GIVEN RECORDS Block Start

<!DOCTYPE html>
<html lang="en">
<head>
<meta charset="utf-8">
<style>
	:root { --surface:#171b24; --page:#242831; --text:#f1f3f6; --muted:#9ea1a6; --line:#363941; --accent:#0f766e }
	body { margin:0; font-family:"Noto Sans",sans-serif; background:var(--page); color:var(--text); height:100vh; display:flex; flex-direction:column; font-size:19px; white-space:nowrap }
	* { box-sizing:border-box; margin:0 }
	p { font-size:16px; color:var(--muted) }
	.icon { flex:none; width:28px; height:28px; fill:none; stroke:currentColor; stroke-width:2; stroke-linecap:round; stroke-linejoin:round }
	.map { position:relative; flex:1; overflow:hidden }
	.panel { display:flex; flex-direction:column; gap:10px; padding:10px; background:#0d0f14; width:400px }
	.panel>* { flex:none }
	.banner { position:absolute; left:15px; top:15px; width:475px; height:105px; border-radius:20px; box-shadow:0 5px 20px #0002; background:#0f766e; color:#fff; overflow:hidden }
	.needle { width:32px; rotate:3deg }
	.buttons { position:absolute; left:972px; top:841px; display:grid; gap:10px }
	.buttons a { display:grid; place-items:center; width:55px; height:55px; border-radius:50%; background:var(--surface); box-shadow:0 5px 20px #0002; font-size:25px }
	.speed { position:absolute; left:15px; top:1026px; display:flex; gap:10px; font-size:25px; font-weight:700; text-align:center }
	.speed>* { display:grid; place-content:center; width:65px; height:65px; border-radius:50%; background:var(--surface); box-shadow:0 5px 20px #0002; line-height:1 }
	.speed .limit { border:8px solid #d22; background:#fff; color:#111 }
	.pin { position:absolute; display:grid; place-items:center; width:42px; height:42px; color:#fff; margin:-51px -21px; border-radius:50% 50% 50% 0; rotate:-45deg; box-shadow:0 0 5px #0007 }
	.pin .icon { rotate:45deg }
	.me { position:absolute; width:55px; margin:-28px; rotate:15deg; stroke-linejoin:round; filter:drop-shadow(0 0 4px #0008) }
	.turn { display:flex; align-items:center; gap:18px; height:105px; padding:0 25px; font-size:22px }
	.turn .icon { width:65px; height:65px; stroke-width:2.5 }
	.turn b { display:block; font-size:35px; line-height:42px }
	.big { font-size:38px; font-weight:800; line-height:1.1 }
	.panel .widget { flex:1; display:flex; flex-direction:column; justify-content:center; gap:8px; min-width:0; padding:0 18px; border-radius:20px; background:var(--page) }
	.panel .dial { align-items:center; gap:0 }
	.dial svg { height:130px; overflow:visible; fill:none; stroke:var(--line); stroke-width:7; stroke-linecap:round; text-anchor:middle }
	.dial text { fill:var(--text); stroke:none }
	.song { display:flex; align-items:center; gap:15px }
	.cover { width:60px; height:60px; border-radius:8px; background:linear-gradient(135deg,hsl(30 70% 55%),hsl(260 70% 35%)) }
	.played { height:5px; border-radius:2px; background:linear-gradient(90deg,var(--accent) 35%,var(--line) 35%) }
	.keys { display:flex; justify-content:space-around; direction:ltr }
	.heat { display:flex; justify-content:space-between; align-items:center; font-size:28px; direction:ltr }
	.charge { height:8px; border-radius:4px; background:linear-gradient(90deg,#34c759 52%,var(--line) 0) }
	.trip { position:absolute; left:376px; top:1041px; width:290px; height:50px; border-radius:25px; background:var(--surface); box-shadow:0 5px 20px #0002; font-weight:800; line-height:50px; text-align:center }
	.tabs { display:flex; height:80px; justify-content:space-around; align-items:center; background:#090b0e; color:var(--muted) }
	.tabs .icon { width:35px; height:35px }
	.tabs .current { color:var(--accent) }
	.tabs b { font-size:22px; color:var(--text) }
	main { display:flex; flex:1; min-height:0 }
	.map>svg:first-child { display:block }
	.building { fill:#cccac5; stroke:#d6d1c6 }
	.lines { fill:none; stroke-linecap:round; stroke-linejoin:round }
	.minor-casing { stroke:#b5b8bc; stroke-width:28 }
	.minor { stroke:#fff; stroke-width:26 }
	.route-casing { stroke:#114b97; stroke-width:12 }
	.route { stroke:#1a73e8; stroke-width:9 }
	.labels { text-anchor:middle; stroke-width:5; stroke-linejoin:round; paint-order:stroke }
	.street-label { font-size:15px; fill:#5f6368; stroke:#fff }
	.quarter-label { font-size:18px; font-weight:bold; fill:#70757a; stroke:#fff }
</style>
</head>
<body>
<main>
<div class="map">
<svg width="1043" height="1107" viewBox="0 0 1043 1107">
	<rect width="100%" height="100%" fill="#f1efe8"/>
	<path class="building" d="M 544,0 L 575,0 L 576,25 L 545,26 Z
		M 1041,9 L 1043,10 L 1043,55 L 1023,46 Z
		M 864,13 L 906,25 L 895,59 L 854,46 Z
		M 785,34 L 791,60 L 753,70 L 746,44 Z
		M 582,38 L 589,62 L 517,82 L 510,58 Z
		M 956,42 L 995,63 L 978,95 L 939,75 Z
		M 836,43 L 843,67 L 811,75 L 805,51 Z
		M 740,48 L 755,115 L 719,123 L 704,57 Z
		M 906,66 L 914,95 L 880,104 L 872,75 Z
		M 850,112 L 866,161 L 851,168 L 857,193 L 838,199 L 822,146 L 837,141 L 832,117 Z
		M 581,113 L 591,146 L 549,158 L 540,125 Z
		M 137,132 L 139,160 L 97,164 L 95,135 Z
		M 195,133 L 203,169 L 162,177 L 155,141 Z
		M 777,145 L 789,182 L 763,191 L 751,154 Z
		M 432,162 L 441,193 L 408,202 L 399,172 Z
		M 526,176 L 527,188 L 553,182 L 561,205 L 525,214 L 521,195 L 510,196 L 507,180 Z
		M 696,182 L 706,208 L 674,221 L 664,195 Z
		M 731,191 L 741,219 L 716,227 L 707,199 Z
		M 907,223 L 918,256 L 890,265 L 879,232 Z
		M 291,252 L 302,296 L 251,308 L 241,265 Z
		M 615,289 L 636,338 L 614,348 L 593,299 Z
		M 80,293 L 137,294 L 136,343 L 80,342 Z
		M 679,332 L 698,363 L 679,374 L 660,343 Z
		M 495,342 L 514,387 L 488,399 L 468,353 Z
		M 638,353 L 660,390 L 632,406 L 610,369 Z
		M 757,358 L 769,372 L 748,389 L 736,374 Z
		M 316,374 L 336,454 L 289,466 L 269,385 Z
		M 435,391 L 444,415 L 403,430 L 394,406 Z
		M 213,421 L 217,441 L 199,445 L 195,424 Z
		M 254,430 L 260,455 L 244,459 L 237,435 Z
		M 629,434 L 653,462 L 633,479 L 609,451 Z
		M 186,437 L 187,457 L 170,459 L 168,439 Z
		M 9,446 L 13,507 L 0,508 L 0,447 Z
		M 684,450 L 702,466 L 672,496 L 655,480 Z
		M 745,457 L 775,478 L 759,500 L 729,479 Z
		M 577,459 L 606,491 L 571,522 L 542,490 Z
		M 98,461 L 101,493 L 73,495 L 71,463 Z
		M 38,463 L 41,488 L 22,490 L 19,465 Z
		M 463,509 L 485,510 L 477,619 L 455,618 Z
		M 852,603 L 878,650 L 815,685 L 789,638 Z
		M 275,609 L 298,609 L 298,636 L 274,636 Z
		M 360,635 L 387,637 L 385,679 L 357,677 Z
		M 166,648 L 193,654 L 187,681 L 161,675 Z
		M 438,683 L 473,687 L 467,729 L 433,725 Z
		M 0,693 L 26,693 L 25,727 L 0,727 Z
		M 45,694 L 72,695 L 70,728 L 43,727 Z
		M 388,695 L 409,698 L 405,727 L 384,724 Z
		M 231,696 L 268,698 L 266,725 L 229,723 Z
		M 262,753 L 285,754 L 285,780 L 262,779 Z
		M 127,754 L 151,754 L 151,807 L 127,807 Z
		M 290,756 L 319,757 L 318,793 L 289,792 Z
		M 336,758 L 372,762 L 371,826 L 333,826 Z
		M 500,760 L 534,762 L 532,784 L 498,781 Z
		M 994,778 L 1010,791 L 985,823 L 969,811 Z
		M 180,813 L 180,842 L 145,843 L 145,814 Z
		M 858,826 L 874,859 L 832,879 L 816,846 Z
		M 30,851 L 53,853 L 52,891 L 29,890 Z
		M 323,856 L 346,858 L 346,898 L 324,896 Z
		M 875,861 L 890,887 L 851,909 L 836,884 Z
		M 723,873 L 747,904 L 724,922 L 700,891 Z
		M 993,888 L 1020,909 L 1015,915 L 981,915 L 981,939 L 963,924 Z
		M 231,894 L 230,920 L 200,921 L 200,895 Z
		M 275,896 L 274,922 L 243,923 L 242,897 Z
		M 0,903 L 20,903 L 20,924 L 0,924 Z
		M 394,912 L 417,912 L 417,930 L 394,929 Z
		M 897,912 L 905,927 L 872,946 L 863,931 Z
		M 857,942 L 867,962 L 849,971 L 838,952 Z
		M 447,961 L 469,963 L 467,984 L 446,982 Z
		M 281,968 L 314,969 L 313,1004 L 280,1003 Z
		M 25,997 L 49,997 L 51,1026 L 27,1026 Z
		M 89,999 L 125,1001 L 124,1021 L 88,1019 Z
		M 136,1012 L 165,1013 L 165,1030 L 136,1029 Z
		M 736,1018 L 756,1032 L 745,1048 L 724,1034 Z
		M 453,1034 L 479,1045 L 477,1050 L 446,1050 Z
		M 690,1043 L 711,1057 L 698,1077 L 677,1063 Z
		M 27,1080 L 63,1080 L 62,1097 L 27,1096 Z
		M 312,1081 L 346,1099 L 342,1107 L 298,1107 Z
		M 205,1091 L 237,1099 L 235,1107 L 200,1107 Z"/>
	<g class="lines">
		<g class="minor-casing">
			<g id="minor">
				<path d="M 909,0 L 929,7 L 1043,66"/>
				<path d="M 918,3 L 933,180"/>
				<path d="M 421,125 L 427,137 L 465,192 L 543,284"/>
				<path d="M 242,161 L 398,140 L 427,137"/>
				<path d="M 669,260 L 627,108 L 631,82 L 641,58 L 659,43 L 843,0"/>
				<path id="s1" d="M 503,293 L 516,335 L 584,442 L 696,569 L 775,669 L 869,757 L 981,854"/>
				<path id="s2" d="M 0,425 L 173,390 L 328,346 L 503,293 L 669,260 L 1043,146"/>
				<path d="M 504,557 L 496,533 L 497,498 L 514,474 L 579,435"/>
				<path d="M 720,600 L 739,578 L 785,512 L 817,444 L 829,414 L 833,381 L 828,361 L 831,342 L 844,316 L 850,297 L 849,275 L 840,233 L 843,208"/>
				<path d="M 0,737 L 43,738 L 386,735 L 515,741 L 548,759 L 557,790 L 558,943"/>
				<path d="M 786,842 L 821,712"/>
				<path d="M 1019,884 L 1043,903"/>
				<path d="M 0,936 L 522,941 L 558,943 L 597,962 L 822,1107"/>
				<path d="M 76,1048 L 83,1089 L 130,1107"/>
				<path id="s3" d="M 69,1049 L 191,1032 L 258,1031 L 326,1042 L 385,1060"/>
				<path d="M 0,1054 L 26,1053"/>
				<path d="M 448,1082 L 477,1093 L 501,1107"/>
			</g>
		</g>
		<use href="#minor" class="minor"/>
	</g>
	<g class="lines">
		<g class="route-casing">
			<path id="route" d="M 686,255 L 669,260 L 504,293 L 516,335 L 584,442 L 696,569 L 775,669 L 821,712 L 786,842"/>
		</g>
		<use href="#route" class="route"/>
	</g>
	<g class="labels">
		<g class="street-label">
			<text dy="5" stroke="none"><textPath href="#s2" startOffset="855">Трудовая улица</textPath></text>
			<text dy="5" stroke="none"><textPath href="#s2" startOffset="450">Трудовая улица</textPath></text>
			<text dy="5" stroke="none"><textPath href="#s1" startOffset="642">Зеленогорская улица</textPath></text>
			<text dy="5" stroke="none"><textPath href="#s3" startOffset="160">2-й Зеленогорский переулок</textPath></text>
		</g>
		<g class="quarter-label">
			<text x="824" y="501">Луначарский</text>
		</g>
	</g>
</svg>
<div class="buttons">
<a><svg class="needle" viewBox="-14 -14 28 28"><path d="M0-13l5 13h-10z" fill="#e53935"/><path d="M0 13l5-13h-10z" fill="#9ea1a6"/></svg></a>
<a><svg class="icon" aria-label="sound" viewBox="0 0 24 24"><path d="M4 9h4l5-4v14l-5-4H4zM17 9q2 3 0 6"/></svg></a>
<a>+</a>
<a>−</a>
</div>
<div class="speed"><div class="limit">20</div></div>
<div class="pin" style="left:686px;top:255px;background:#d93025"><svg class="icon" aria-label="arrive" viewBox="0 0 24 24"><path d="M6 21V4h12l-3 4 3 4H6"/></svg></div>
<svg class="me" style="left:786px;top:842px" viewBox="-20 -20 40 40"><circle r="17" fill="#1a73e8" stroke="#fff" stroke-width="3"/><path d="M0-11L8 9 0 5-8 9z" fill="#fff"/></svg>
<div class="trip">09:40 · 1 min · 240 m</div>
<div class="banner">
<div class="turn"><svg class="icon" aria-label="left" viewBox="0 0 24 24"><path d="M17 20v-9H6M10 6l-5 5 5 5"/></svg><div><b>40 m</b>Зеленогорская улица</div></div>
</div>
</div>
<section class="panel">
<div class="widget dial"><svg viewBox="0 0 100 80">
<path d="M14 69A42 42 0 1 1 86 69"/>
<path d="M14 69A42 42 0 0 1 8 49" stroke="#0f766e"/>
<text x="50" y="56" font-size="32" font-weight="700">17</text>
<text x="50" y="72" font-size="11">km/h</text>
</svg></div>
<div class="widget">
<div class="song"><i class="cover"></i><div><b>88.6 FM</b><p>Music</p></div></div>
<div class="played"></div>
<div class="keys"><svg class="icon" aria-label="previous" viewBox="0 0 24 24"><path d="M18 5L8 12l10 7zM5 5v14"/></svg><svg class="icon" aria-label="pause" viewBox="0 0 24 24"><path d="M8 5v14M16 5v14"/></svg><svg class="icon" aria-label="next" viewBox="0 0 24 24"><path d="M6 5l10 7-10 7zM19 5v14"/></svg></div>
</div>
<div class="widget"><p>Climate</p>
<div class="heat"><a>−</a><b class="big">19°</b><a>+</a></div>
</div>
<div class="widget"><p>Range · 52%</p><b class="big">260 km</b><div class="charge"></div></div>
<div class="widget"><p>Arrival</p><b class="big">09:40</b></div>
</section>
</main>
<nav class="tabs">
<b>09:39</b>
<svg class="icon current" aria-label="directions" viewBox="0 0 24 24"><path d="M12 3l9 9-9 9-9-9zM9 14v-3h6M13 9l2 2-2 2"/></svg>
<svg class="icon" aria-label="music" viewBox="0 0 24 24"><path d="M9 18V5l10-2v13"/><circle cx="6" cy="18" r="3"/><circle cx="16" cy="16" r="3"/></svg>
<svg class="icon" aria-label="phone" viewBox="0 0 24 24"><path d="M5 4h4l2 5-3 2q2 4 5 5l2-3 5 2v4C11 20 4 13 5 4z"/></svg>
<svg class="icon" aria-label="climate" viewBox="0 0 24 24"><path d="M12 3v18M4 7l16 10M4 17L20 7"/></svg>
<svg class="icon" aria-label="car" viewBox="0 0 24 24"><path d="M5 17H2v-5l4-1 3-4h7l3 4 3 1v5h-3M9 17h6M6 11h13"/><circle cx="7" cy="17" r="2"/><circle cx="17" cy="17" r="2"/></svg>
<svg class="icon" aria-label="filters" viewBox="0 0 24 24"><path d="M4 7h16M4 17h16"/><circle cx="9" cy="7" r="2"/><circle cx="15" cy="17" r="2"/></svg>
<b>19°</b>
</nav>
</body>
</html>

GIVEN RECORDS Block End

- WHAT YOU NEED TO DO: Go through the entries above and copy out every line that includes the word "casing".

- SOLUTION TO THE EXERCISE:
	.minor-casing { stroke:#b5b8bc; stroke-width:28 }
	.route-casing { stroke:#114b97; stroke-width:12 }
		<g class="minor-casing">
		<g class="route-casing">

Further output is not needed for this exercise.